Dans le couvent de Santa-Teresa étaient élevées ensemble deux jeunes personnes du même âge, mais de condition différente. Dianora Orsini appartenait à une grande famille, Gemma Venturi était la fille d’un riche et savant libraire. A la première avait été fiancé dès l’enfance Gino Donati, lui aussi de haute race. Ni l’un ni l’autre ne possédaient de fortune ; mais un avenir brillant leur était promis, attendu que Gino, lorsqu’il aurait acquitté les dettes contractées par un père prodigue, devait se trouver en possession d’un assez beau domaine, et que les biens immenses de l’oncle de Dianora le riche et parcimonieux marquis Ferdinando Bandinetti, ne pouvaient manquer d’échoir à sa nièce.

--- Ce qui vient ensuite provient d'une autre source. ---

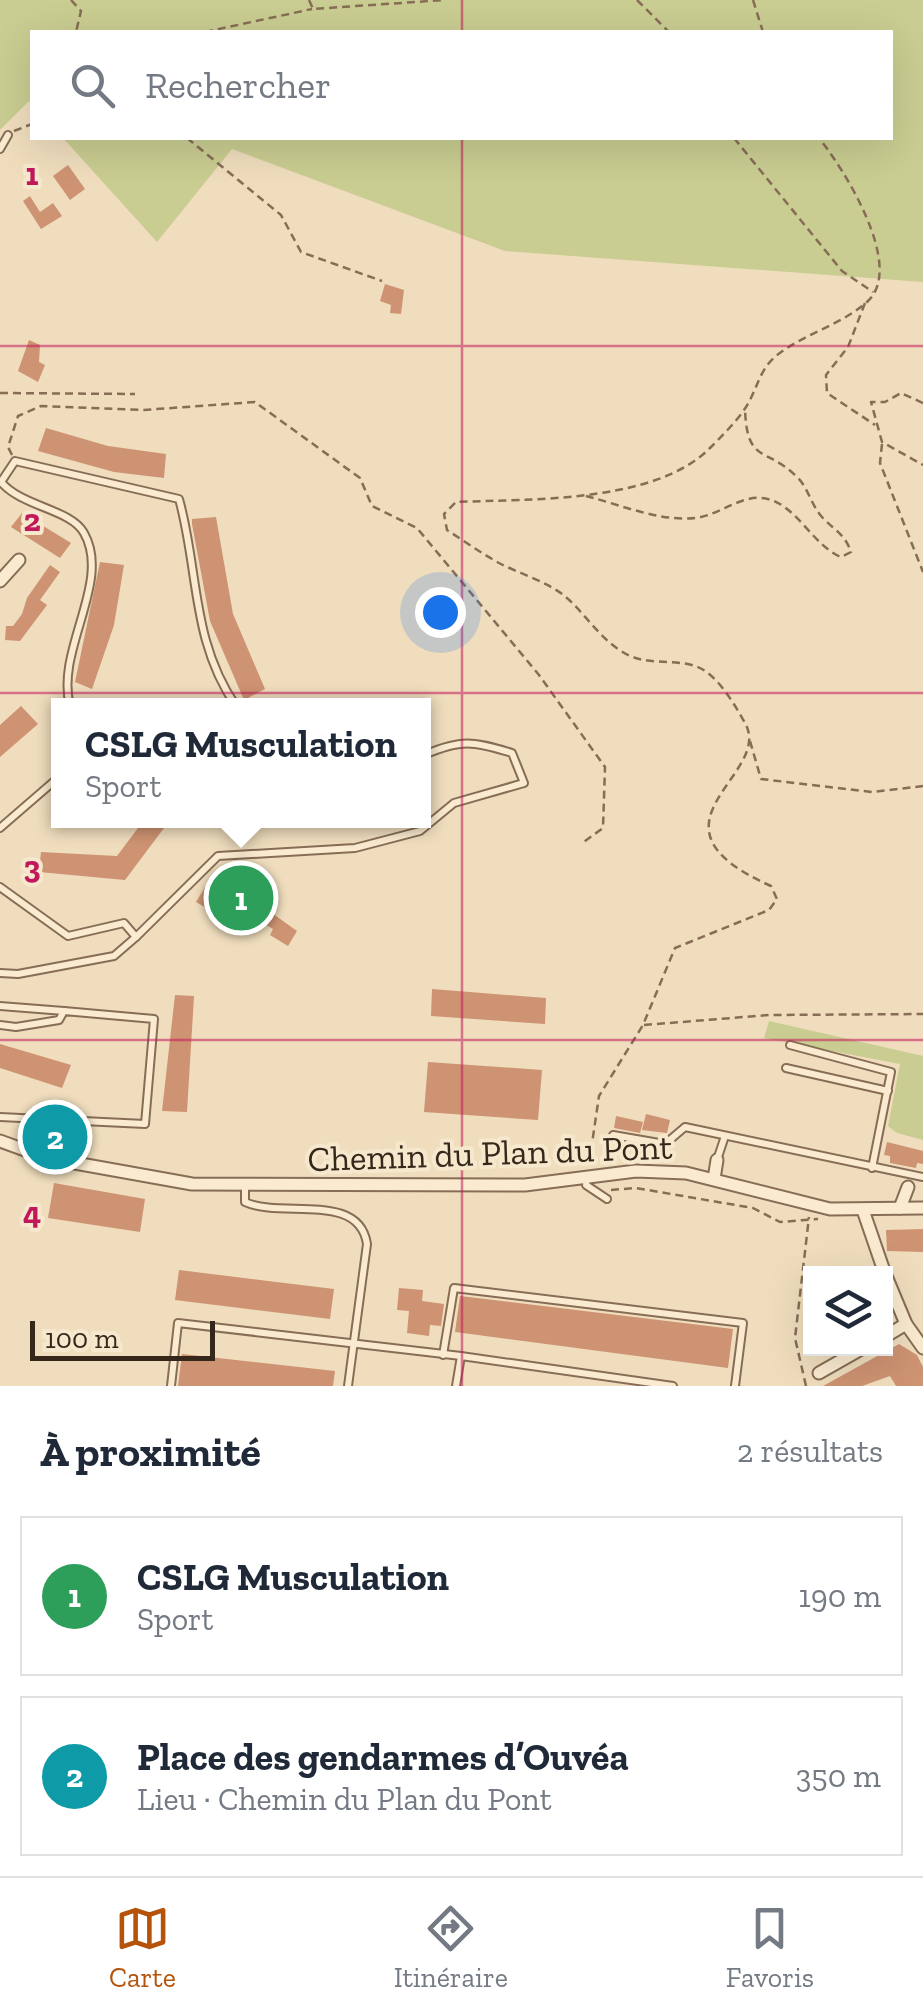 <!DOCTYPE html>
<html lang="fr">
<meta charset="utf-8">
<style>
body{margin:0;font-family:"Zilla Slab",serif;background:#f6f6f7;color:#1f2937}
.controls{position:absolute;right:30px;bottom:30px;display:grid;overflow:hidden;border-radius:0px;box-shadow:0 10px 40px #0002}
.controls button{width:90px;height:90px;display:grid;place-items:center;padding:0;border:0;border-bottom:2px solid #e0e1e3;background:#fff;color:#1f2937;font:50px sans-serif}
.scale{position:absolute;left:30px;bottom:25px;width:185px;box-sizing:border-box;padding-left:10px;border:5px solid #36271b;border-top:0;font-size:28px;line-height:35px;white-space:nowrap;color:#36271b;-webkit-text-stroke:8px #f6e8cd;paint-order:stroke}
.you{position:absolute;left:440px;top:612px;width:35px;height:35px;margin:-25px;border:8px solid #fff;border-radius:50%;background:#1a73e8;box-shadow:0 0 0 15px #1a73e833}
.badge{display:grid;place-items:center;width:65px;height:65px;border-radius:50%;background:#b45309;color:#fff;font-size:32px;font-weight:700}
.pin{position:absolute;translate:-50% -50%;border:5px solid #fff;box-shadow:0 2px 10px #0006}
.popup{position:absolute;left:51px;top:698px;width:380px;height:130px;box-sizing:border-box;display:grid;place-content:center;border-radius:0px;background:#fff;filter:drop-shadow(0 2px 8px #0005);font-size:32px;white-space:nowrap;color:#747a83}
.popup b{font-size:38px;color:#1f2937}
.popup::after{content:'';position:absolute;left:50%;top:100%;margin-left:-20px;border:20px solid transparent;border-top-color:#fff}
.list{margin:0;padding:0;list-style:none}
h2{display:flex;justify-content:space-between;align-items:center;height:130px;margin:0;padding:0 40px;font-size:42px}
h2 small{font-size:32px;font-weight:400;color:#747a83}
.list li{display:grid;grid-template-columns:65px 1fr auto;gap:30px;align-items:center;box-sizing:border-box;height:160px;margin:0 20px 20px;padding:0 20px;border:2px solid #e0e1e3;border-radius:0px}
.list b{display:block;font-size:38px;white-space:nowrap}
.list p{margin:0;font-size:32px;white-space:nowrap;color:#747a83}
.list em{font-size:32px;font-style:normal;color:#747a83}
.icon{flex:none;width:55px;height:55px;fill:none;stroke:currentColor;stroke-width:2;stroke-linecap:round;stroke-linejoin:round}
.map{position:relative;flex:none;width:923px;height:1386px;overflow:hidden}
.search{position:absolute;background:#fff;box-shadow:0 10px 40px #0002;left:30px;right:30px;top:30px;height:110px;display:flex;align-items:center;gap:25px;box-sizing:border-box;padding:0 35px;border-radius:0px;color:#747a83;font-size:38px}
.sheet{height:490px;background:#fff}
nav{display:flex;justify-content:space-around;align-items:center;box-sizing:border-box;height:140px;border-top:2px solid #e0e1e3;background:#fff;font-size:28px;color:#747a83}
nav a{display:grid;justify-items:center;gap:5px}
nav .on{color:#b45309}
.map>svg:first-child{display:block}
</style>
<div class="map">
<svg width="923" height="1386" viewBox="0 0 923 1386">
<rect width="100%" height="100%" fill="#efddbd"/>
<g fill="#c9cd91">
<path d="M0,0h923v282l-418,-31 -273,-102 -75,93 -94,-104h827v-106h-858v71l-3,-2 -29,29z"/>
<path d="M769,1021l154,35v84l-26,-7 -9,-7 12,-62 -136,-26z"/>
</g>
<g fill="#ce9372">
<path d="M68,165l17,24 -15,11 -17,-24z"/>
<path d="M30,196l10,16 13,-9 9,13 -21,13 -18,-28z"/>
<path d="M385,284l19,6 -3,24 -11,-1 1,-8 -11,-4z"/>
<path d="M29,340l11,5 -1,17 6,3 -7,17 -20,-11z"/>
<path d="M46,428l62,18 58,8 -2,24 -50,-6 -76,-21z"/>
<path d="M22,513l49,30 -11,15 -49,-31z"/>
<path d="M216,517l17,97 32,75 -21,11 -34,-79 -18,-97v-5z"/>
<path d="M100,562l24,3 -10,60 -22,64 -17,-7z"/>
<path d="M50,565l10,7 -20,28 7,5 -27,36 -15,-1 1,-14h7l9,-12 5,-16z"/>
<path d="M21,706l17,18 -38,33v-32z"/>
<path d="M144,820h26l-45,60 -86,-8 2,-20 76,4z"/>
<path d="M231,864l41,25 -10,17 35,25 -9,15 -18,-11 3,-6 -52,-31 -8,14 -17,-10 19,-31 9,5z"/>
<path d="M432,989l114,9 -1,26 -114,-8z"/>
<path d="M175,995l19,1 -7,116 -25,-1z"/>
<path d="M0,1044l71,21 -9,23 -62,-20z"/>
<path d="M428,1062l114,8 -4,50 -114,-8z"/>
<path d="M646,1114l24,6 -3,13 -25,-3z"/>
<path d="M616,1116l27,6 -3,11 -26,-5z"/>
<path d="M887,1142l36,9v13l-6,-1 -1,5 -26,-5v-7l-6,-1z"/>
<path d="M54,1183l91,16 -5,33 -92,-14z"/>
<path d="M923,1229v23l-36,-1 -1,-21z"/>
<path d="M179,1270l155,19 -4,30 -155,-19z"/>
<path d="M399,1288l24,2 -1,11 22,3 -3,22 -11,-1 -1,11 -22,-3 2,-22 -12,-1z"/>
<path d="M460,1296l273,33 -5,39 -273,-36z"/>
<path d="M899,1344l18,11 6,12v19h-27l-6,-10 -28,10h-39z"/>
<path d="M182,1354l153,17 -2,15h-155z"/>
</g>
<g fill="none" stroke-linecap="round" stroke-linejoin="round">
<g stroke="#876d56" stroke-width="10">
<g id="lane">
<path d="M0,149l8,-14"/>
<path d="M70,706c-15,-56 42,-124 14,-173 -13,-24 -62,-26 -83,-51l14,-21 164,38c20,72 12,142 57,207"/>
<path d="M0,828l59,-51"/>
<path d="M0,887l68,49 56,-13 12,14 -22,19 -96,18 -18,-1"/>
<path d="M136,937l82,-81 137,-8 65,-17 34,-28 70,-20 -12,-30c-39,-12 -51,-14 -88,2"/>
<path d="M0,1006l64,5"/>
<path d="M0,1025l16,2 43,-7 5,-9 90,8 -9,105 -145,-7"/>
<path d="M790,1045l101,27 -19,96"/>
<path d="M786,1068l102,23"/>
<path d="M613,1135l52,9 20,-17 238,50"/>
<path d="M717,1160l8,-24"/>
<path d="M587,1177l-1,8 21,14"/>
<path d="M245,1187v15c37,17 114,-11 122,42l-19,142"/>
<path d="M443,1355l11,-67 289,35 -8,63"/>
<path d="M461,1356l212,30"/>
<path d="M171,1386l7,-63 283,33 -5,30"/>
</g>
</g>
<g stroke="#876d56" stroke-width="15">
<g id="street">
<path d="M0,581l19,-21"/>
<path d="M0,1141l47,17 145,26 333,1 111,-14 50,2 144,36 93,-1"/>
<path d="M714,1179l3,-19"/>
<path d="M900,1208l8,-21"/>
<path d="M863,1210l22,64"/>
<path d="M886,1276l20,48 17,24"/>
<path d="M886,1336l20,-12"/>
<path d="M819,1373l44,-25"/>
</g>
</g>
<g stroke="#876d56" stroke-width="2.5" stroke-dasharray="8 5" stroke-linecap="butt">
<path d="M71,0l10,11 -5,21"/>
<path d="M309,0l4,9 131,-9"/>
<path d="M637,0l32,32"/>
<path d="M753,0l10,32"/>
<path d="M205,32l107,-23"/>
<path d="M14,131l18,-7"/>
<path d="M187,138l94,77 20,37 81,29"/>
<path d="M734,138l108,133 31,21"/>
<path d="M865,303l-17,44 -22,28 1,18 48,32"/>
<path d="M0,393l135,1"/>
<path d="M923,403l-22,-10 -16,9h-14l11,40 41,23"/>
<path d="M882,444l-2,19 43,109"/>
<path d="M12,455l-4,-8 10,-31 23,-10 103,4 111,-8 105,76 12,28 45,22 122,147 66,92 -2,61 -22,16"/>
<path d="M586,496c36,9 78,28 115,21 19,-4 41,-21 60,-19 34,2 50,47 80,59l10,-5c-6,-18 -17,-22 -29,-35 -11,-12 -14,-30 -25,-40 -31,-31 -50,-12 -52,-68"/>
<path d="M750,741l11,38 111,13 51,-6"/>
<path d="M644,1025l125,-10 154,-1"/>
<path d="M589,1164l10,-68 44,-71 32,-77 94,-38 8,-11 -6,-13c-140,-62 4,-111 -26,-163 -10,-18 -29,-51 -50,-57 -25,-8 -50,1 -74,-15 -22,-14 -35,-36 -54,-53 -18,-16 -47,-24 -68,-35 -18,-10 -35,-22 -52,-33l-3,-16 12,-12c74,-3 200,1 254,-54 12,-12 27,-27 36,-41 11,-17 13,-37 30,-51 27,-22 66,-31 92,-55 37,-35 -24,-132 -49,-163"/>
<path d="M611,1190l25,-2 117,20 27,14 38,-3"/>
<path d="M806,1386l-11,-48 14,-121"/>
</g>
<use href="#lane" stroke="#faebd0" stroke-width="6"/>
<use href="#street" stroke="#faebd0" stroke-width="11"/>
</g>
<path fill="none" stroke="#c2185b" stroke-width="2.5" stroke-opacity="0.55" d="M462,0v32M462,138v1248M0,346h923M0,693h923M0,1040h923"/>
<g text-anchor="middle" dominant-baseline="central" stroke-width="8" stroke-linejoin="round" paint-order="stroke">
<g font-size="35" fill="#36271b" stroke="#f6e8cd">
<text transform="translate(490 1153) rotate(-2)">Chemin du Plan du Pont</text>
</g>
</g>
<g font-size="32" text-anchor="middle" font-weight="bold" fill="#c2185b" stroke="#f6e8cd" stroke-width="8" stroke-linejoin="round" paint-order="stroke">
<text x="32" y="185">1</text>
<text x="32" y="531">2</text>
<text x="32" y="878">3</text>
<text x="32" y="1224">4</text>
</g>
</svg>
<div class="controls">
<button><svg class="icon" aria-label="layers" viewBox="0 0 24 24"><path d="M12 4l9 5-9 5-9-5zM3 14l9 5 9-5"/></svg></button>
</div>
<div class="scale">100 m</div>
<div class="you"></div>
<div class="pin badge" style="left:241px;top:898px;background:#2e9e5b">1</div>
<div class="popup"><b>CSLG Musculation</b>Sport</div>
<div class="pin badge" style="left:55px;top:1137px;background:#0f9aa8">2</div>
<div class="search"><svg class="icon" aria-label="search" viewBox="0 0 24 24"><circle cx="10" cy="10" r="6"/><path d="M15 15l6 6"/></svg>Rechercher</div>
</div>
<section class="sheet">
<h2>À proximité<small>2 résultats</small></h2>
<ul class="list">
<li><span class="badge" style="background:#2e9e5b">1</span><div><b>CSLG Musculation</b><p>Sport</p></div><em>190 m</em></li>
<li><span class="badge" style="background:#0f9aa8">2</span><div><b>Place des gendarmes d’Ouvéa</b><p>Lieu · Chemin du Plan du Pont</p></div><em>350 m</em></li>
</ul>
</section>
<nav>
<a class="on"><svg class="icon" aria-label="map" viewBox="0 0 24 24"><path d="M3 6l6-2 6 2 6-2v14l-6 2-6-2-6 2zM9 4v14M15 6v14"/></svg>Carte</a>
<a><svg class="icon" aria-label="directions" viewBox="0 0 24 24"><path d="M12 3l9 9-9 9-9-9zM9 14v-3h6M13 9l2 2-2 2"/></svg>Itinéraire</a>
<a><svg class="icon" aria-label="saved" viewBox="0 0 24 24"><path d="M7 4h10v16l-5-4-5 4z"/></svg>Favoris</a>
</nav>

L’amour toutefois, qui se plaît à brouiller les cartes les mieux arrangées, fit en sorte que Gino, dînant un jour chez le libraire Venturi (son créancier par parenthèse) et se trouvant placé à côté de la blonde Gemma, sentit naître dans son cœur une de ces flammes subites que les Italiens et surtout les Italiennes admettent si bien comme l’excuse des plus grandes folies. En pareil cas, les scrupules ne sont guère plus de mise que les remords. Dianora fut oubliée net, et Gemma prit sa place dans les ardentes préoccupations du volage fiancé. A peine ménagea-t-il les apparences, et, la festa de Sienne ayant eu lieu quelques jours après, on le vit au champ de courses, assidu près de Gemmai prendre publiquement parti pour le jockey de la contracta dont elle souhaitait le triomphe[3]. Dianora, qui déjà se savait supplantée, regarda ceci comme un outrage prémédité ; un âpre désir de vengeance la tourmenta désormais. Peut-être en eût-elle triomphé sans les incitations perfides du médecin du marquis, le docteur Parenti, un des professeurs de l’université. Hôte et commensal de Venturi, mieux à même que personne de suivre le cours des incidens qui intéressaient les deux familles, cet homme, jeune encore, ambitieux de plus et par surcroît fort épris de la fière Dianora, ne ménageait rien pour rendre irréparable la rupture du mariage projeté : il crut un moment avoir réussi à s’assurer la main de la belle Orsini. Ne venait-elle pas de lui confier ses amers ressentimens, et de réclamer sa complicité dans une œuvre ténébreuse qui semblait devoir les lier irrévocablement l’un à l’autre ?

Dianora était allée mystérieusement chez une vieille paysanne de la Maremme connue pour s’adonner à la nécromancie et à d’autres pratiques non moins occultes. Cette femme, d’une famille jadis vassale des Orsini, et gardant aux représentans de cette grande race un respect, un dévouement traditionnels, avait mis au service de cette enfant dévorée de jalousie un philtre destiné à détruire la beauté fatale qui lui enlevait l’amour de Gino ; mais ce philtre, — tout simplement un poison mortel, l’antimoine, — devait être administré à Gemma chaque jour, à doses savamment ménagées et par des mains non suspectes. On voit maintenant comment les services de Parenti étaient devenus indispensables à Dianora.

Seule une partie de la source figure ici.